Borias brachte mich zu jener Jurte, in der ich die Nacht verbringen würde, um am nächsten Morgen sein Lager zu verlassen. Vielleicht dachtest Du, wir beabsichtigten, miteinander intim zu werden. Vielleicht dachte er das auch. Ich war sicher, dass Du irgendwo draußen lauern würdest und ich fühlte Dich eintreten noch bevor ich mich umdrehte und Dich mit Deinen nutzlosen Messern sah. Du warst eine hervorragende Kämpferin draußen auf dem Pferderücken aber in engen Unterkünften taumeltest Du mitleiderregend und natürlich rechnetest Du keineswegs mit meiner kriegerischen Geschicklichkeit.
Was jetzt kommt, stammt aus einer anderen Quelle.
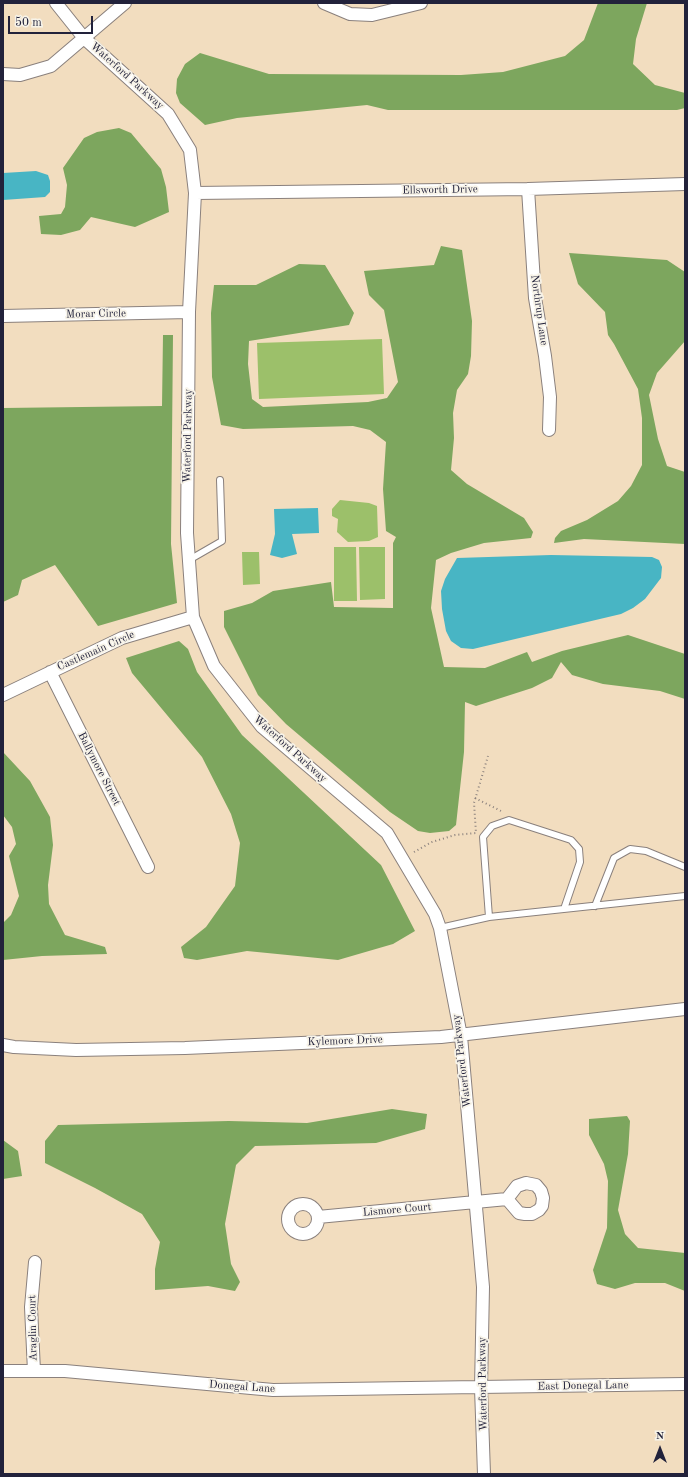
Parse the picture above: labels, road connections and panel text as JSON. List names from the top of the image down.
{
  "streets": {
    "street": [
      "Waterford Parkway",
      "Ellsworth Drive",
      "Northrup Lane",
      "Morar Circle",
      "Castlemain Circle",
      "Ballymore Street",
      "Kylemore Drive",
      "Lismore Court",
      "Araglin Court",
      "East Donegal Lane",
      "Donegal Lane"
    ]
  },
  "crossings": [
    ["Waterford Parkway", "Ellsworth Drive"],
    ["Waterford Parkway", "Morar Circle"],
    ["Waterford Parkway", "Castlemain Circle"],
    ["Waterford Parkway", "Kylemore Drive"],
    ["Waterford Parkway", "Lismore Court"],
    ["Waterford Parkway", "East Donegal Lane"],
    ["Waterford Parkway", "Donegal Lane"],
    ["Ellsworth Drive", "Northrup Lane"],
    ["Castlemain Circle", "Ballymore Street"],
    ["Araglin Court", "Donegal Lane"],
    ["East Donegal Lane", "Donegal Lane"]
  ],
  "scale_bar": "50 m",
  "north": "top"
}
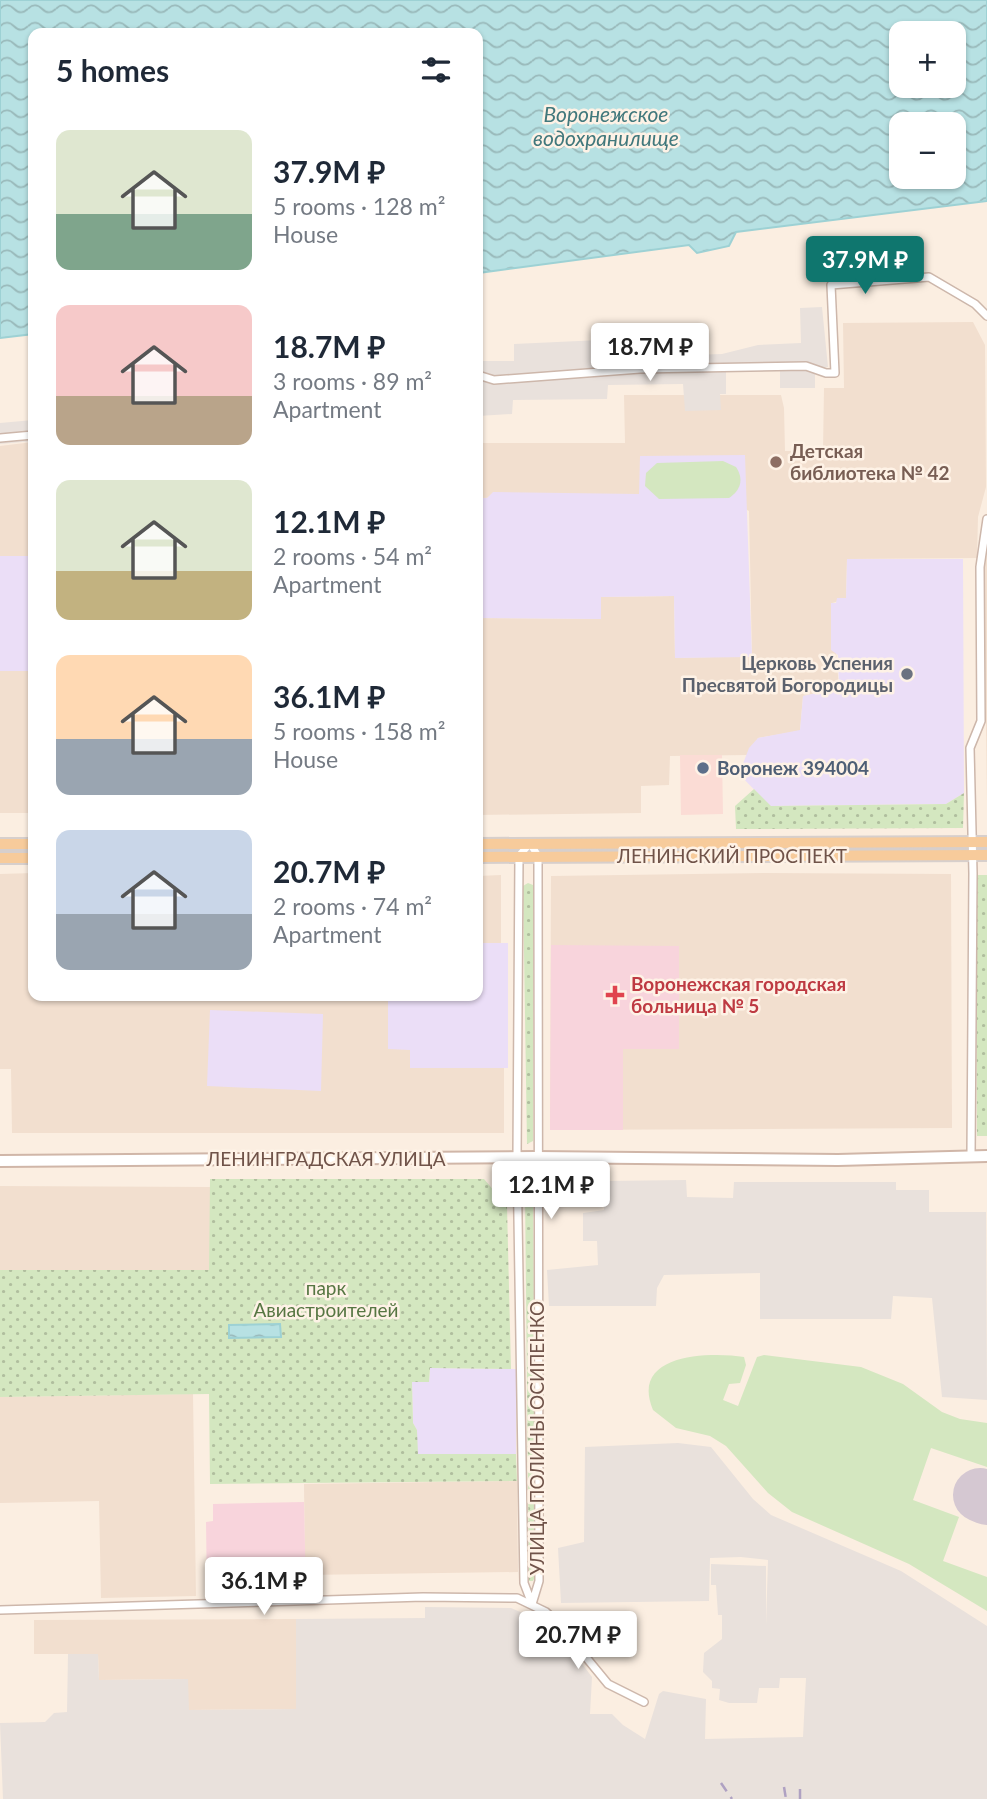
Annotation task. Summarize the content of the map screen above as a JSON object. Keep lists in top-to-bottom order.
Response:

Ich hatte keine Mühe, Deine Messer zu Dir zurückzuschleudern und dabei hätte es bleiben sollen. Du aber warst so wütend dass Du fortfuhrst mich zu attackieren und ich musste Dich aus der Jurte schleudern. Es erfüllte mich mit Schmerz, Dich bewusstlos im Schmutz liegen zu sehen, so wild und schön und so außer Kontrolle. Als Du zu Dir kamst, flüsterte ich Worte von denen ich wusste, dass Du sie nicht beachten würdest, von denen ich aber hoffte, dass Du Dich an sie erinnern wirst. Ich flüsterte Dir das Tao zu, "Befreie Dich selbst von allem Begehren und verstehe das große Geheimnis aller Dinge". Aber die Worte klangen hohl und meine erste Unterweisung war schon ein Kompromiß. Denn als ich Dich so daliegen sah, blutig durch meine Hände, fühlte ich bereits die Andeutung von etwas, von dem ich mich befreit zu haben glaubte. Als ich fortging, verjagte Borias Dich aus dem Lager und das Unheil nahm seinen Lauf.
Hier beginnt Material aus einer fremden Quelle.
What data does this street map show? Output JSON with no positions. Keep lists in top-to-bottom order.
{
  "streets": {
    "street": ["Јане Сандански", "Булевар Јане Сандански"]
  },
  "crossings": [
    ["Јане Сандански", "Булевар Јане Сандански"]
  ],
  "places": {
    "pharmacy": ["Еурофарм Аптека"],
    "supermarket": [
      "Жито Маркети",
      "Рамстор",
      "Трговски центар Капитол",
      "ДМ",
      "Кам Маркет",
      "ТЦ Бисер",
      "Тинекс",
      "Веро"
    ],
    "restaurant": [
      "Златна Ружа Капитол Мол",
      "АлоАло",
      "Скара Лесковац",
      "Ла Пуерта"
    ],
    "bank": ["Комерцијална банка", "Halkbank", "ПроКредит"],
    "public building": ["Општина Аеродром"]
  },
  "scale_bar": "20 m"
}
Ich sah sie miteinander turteln wie Tauben, Borias und diese chinesische Hure und es machte mich verrückt. Das Opium half gar nichts. Es machte es bloß schwerer, ihnen zuzuhören oder darüber nachzudenken, wie ich sie töten soll. Ich versuchte die Chinesin zu erschrecken indem ich ein Messer nach ihrer Hand warf als sie diese nach der Fleischplatte ausstreckte, aber sie machte nur eine ihrer rätselhaften Bemerkungen. Ich konnte nicht ertragen zuzusehen, wie sie Borias verführte und so ging ich. Aber nur um neue Messer zu holen.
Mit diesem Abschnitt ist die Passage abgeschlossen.